Scan the records below for the word "this" and give only the number of lines that hold it.

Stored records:
+-------+
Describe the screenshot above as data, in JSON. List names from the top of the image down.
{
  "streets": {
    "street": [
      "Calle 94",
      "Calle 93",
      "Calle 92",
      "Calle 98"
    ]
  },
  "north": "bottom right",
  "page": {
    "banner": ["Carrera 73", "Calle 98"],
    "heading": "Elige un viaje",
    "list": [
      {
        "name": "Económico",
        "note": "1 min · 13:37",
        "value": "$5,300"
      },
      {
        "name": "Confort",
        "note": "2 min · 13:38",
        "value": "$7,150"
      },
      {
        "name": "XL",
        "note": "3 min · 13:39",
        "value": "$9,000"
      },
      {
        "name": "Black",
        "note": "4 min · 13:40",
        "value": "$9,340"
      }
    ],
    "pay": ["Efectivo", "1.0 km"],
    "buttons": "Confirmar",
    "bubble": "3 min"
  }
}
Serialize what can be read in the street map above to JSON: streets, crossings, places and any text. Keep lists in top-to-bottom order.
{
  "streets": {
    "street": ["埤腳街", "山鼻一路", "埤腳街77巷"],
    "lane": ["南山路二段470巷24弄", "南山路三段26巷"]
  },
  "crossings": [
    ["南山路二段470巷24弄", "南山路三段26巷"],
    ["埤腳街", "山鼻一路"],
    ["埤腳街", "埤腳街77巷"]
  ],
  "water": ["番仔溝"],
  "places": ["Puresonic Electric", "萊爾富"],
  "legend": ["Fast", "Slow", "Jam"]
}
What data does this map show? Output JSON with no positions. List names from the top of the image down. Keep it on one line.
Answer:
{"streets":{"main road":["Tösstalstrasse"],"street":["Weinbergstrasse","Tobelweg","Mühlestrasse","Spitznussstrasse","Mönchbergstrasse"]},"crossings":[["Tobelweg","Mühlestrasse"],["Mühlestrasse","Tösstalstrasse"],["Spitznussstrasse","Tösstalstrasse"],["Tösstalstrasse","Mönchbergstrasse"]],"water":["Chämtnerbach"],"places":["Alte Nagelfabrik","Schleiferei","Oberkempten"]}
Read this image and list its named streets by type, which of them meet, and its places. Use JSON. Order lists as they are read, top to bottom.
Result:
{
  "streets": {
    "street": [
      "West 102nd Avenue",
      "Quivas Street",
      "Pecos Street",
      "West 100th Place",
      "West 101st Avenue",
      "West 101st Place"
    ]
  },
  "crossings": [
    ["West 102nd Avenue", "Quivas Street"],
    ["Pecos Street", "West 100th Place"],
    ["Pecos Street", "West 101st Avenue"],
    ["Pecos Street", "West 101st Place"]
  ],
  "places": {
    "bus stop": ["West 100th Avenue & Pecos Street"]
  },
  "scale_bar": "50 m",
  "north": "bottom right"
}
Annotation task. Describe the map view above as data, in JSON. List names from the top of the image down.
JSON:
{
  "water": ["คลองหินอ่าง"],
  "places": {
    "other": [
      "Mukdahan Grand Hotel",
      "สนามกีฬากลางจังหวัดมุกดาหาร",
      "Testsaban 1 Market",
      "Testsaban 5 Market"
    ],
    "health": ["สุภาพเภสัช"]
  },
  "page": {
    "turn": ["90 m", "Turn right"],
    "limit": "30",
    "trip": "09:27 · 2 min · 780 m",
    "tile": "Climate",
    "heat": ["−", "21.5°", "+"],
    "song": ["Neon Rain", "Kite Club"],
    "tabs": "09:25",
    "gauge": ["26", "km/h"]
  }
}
+-------+
### RESULT OF THE TASK
2